Denver Parks & Recreation initiated the goose-culling program after other population-control measures came up short. In total, 2,179 geese were culled from Washington Park, City Park, Sloan’s Lake, Garfield Park, Harvey Park and Garland Lake, according to the Parks & Recreation website. The department has committed to not culling any geese in 2021, but activists aren’t letting up.

“We want people to have more information about a topic that is really complicated,” says Carole Woodall, a spokesperson for Canada Geese Protection Colorado, which formed in 2019 in response to the culling and is dedicated to not only protecting wild geese, but any wild bird within range.

Migratory geese flock to Denver's lakes in the winter. Migratory geese are different from resident geese, which live in the city year-round.EXPAND

Migratory geese flock to Denver’s lakes in the winter. Migratory geese are different from resident geese, which live in the city year-round.

Scott Gilmore

In November, the Animal Legal Defense Fund filed a lawsuit against the USDA over redacted information in the 2019 U.S. Fish and Wildlife Service contract with a big game and poultry processing plant near Fort Collins; the USDA did not disclose the number of geese authorized to be processed nor how much the agency paid per bird.

According to Scott Gilmore, deputy manager of Denver Parks and Recreation, the department has a three-year contract with USDA Wildlife Services to use several strategies to reduce Denver’s goose population, which includes culling as well as egg oiling (to prevent them from hatching) and surveys to determine how many geese the city’s parks can sustain. In 2019, the contract allocated $150,000 for the work; the budget is re-examined each year.

For Gilmore, the decision to use culling was one of the hardest he’s had to make on the job. “It was a biology issue for me,” he says, explaining that too many of one species throws an entire ecosystem out of balance, and other species cannot thrive. And goose poop — a single goose produces one pound every day — builds up and pollutes waterways, he adds.

But Woodall and her fellow activists would like to see wildlife management refocused to prioritize animal well-being; that’s why they started Lake Watch. “We’re providing a space for the community at large to think of lakes as ecosystems as opposed to parks,” she explains, adding that manicured parks that exist for the sole purpose of human recreation should be a thing of the past.

Parks & Recreation is looking at lakes, too; for years, it’s been planting native grasses such as bull reeds and willows around the edges. “They discourage geese and are great for prairie nesting birds — all kinds of water birds — and they improve the water quality,” Gilmore says.

Over the past two years, Gilmore has learned to be a liaison with bird activists and others concerned with parks policy.

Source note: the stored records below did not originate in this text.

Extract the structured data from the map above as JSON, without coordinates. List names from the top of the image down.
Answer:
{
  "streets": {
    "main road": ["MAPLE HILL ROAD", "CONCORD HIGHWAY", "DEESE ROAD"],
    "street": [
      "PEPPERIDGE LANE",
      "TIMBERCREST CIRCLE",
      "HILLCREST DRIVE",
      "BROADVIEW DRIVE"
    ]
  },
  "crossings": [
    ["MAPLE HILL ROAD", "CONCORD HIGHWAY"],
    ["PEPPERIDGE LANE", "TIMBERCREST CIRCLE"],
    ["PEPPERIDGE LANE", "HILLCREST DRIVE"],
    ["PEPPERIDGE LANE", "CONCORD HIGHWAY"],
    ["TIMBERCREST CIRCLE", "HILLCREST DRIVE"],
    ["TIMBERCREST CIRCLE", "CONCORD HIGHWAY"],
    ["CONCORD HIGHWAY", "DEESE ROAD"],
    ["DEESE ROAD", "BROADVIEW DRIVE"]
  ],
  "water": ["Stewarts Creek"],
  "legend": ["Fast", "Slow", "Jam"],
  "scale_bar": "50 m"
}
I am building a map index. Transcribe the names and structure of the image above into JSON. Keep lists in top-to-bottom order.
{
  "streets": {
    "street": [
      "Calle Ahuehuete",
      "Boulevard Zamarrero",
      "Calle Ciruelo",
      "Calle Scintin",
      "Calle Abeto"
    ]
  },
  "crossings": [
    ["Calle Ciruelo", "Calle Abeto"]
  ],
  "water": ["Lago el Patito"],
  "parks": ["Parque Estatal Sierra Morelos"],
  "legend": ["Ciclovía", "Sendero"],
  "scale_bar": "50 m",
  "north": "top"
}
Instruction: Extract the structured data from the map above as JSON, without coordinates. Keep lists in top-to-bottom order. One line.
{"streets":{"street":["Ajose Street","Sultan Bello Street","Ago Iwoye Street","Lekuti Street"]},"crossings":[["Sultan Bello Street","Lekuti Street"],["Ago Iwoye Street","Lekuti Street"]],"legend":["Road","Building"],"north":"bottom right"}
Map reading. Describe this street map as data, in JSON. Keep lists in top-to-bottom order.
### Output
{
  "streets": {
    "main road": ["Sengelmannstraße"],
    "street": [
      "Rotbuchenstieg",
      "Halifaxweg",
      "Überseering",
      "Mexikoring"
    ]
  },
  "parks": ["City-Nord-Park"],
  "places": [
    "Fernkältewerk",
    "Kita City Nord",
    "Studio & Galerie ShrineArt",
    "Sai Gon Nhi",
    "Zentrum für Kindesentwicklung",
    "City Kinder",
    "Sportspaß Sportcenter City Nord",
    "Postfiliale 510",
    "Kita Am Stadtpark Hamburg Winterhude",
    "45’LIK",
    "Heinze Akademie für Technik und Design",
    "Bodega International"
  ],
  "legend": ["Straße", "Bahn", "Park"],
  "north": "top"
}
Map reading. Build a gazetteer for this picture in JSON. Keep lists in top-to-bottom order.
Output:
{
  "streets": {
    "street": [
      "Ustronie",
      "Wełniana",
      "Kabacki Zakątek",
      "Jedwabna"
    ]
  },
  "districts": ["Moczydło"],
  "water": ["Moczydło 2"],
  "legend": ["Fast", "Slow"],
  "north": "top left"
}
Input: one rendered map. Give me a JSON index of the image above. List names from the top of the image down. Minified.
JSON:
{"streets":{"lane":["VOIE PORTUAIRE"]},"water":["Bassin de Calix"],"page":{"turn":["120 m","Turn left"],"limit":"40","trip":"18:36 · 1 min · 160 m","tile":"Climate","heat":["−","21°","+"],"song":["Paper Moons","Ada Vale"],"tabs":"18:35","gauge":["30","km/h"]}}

Denver Parks and Recreation has started several initiatives that invite volunteers to become a part of park maintenance, helping to plant native grasses as well as egg oiling and moving cut-out coyote figures that are used to scare geese away.

“We’re trying to give them ways to support and work with us to manage the population,” Gilmore says. “Having different opinions doesn’t mean we can’t find common ground.”